**What is expected**
All lines in the records below with the word "green" must be returned.

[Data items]
........

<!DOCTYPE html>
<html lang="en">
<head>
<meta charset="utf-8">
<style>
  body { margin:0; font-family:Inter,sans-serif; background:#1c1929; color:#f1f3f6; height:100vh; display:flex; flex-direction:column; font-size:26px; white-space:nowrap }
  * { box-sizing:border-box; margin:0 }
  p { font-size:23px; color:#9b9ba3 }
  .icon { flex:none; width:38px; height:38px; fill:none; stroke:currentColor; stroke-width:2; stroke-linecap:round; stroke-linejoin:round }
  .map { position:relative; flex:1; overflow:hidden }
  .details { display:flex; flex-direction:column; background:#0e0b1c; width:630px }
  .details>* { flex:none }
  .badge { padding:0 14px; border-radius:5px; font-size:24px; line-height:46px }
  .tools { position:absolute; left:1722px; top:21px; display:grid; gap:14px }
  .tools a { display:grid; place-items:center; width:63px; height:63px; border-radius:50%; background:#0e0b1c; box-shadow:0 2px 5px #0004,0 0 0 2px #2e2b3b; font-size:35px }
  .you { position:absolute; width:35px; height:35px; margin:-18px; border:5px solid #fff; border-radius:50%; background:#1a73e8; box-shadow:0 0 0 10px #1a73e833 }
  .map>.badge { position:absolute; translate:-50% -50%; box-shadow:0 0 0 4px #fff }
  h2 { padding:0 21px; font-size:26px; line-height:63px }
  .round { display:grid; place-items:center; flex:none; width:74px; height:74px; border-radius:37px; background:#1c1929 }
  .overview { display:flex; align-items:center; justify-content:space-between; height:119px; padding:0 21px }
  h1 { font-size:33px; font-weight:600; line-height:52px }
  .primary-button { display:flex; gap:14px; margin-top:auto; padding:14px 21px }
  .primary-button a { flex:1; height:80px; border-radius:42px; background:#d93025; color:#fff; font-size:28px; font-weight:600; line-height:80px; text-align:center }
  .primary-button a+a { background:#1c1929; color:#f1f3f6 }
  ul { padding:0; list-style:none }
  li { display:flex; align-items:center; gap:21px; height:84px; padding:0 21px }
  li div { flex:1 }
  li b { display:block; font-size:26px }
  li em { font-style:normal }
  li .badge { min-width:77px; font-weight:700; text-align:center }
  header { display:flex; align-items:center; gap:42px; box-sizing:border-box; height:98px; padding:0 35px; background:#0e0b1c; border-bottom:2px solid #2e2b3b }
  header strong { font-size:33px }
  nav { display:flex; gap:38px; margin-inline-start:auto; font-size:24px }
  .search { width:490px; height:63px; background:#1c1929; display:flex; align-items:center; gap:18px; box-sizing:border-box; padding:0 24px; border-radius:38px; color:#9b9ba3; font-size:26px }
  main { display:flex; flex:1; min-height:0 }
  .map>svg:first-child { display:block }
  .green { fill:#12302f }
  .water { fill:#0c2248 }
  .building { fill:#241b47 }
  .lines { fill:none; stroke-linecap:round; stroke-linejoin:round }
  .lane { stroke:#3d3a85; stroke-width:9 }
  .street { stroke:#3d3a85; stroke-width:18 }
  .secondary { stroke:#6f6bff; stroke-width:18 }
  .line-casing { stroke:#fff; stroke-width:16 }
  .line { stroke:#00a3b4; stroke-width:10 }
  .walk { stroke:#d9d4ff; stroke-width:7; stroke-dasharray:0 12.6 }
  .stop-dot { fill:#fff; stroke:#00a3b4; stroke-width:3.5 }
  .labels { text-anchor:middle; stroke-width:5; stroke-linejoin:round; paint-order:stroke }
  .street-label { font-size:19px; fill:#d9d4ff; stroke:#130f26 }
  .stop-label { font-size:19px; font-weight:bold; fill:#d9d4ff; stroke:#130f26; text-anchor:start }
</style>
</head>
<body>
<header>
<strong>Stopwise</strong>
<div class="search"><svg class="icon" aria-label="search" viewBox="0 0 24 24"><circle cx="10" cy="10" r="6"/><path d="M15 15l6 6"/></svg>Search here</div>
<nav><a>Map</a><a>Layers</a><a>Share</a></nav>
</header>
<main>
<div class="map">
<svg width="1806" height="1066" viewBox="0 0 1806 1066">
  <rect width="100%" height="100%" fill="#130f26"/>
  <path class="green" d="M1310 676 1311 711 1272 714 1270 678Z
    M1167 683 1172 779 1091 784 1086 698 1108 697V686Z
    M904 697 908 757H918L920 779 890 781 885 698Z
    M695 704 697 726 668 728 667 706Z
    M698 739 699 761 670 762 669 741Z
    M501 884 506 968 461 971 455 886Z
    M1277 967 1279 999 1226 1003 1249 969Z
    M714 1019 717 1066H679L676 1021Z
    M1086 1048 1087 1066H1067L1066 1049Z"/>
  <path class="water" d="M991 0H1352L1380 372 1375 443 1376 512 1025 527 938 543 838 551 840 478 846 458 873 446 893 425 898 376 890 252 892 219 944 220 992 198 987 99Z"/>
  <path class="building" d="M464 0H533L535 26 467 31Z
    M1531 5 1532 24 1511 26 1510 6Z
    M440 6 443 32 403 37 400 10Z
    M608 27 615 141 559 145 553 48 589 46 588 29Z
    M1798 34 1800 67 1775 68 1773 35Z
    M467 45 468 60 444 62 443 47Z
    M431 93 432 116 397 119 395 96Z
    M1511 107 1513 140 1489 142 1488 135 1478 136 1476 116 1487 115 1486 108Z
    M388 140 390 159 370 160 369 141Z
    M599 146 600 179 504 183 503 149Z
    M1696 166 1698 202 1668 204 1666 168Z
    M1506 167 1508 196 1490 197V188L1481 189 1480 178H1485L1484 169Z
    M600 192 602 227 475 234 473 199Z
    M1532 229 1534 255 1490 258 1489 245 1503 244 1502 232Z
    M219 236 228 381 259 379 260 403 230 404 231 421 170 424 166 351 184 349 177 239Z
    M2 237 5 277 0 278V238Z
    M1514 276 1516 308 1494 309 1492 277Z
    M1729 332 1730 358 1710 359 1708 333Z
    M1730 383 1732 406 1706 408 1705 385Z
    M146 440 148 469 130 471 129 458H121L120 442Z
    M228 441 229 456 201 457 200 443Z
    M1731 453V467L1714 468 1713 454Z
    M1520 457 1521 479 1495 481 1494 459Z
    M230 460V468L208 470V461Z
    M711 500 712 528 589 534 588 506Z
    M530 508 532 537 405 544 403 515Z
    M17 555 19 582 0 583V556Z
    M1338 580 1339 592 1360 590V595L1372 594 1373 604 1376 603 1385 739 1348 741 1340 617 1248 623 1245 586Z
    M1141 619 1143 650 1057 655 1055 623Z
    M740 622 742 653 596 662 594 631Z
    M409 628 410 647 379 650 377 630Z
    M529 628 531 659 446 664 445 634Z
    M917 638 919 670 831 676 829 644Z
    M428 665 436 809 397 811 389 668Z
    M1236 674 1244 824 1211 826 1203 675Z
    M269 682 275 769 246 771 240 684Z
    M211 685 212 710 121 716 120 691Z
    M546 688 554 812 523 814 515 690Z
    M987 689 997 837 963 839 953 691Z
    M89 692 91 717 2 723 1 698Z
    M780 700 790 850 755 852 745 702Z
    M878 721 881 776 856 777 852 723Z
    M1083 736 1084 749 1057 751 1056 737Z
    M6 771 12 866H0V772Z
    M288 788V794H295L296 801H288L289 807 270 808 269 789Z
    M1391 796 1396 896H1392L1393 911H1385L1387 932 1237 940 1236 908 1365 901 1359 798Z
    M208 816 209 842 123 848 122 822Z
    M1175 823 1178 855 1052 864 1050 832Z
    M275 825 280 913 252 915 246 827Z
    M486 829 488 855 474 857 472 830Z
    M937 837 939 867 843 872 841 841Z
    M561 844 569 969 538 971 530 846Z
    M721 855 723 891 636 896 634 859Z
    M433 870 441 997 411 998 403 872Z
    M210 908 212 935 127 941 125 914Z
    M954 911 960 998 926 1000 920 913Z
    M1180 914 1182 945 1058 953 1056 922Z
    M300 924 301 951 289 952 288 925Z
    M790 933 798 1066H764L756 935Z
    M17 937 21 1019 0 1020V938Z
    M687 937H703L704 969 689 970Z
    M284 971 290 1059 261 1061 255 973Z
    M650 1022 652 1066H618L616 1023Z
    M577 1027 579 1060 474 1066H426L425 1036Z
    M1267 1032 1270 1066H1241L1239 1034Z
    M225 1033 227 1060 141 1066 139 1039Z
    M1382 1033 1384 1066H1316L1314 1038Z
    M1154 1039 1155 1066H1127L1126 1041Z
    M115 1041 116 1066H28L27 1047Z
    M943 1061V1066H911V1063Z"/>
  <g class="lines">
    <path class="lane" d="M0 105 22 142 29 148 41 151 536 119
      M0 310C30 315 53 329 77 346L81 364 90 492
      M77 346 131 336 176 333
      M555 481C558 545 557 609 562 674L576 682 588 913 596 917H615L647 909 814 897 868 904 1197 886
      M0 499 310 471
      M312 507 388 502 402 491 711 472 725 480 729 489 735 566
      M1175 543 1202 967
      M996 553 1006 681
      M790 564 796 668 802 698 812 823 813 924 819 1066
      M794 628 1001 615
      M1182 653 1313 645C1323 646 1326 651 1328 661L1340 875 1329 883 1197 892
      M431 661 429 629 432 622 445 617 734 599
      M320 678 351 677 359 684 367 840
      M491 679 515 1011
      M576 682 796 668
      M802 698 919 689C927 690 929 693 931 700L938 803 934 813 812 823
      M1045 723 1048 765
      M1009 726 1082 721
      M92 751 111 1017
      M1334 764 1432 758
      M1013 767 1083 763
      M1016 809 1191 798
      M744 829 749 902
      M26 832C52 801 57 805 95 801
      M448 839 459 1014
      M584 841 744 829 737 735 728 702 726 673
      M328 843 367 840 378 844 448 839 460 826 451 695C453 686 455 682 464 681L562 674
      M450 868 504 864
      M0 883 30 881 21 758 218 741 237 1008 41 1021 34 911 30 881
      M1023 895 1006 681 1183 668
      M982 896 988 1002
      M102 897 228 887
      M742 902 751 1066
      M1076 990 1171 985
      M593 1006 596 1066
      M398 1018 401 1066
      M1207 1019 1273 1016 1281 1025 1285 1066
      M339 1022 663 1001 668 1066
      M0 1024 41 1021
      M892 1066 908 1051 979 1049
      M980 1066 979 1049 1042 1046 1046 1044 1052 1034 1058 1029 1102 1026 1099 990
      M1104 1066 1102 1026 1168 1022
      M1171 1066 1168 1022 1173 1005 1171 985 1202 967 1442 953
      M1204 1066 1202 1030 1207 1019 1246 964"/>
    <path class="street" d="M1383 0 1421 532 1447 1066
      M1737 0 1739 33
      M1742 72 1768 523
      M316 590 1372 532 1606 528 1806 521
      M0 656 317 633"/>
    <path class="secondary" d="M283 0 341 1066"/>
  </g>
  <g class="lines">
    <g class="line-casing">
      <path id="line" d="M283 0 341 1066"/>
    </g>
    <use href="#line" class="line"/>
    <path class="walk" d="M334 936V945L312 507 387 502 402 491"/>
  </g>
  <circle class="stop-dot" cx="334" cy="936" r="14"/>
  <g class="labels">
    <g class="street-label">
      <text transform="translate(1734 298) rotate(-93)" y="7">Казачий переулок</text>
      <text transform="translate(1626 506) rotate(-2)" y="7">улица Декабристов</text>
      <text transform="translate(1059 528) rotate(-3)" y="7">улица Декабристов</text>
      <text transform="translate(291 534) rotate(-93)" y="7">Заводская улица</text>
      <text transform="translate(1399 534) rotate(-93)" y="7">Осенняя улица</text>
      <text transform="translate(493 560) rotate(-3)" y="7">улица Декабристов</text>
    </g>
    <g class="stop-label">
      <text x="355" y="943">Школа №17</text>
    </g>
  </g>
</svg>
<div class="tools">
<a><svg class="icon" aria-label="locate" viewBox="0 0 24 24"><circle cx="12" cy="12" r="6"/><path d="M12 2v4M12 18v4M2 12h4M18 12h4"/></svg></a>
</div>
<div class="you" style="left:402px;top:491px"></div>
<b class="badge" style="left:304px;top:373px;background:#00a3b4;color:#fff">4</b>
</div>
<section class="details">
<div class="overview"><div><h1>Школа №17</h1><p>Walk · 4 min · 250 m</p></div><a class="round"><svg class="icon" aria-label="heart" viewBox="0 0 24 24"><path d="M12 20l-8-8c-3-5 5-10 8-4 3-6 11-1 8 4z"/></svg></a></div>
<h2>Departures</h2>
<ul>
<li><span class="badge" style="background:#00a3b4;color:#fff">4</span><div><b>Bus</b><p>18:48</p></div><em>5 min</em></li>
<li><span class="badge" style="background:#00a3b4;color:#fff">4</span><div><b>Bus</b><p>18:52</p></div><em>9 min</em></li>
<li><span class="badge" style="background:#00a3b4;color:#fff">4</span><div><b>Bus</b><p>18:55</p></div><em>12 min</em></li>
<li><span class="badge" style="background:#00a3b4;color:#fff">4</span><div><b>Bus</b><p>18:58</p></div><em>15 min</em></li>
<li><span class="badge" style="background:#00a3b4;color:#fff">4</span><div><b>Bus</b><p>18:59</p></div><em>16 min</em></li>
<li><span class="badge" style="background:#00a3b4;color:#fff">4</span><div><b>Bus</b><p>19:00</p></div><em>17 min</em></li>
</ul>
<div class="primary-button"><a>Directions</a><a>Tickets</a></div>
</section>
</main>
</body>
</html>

........

**Result**
  .green { fill:#12302f }
  <path class="green" d="M1310 676 1311 711 1272 714 1270 678Z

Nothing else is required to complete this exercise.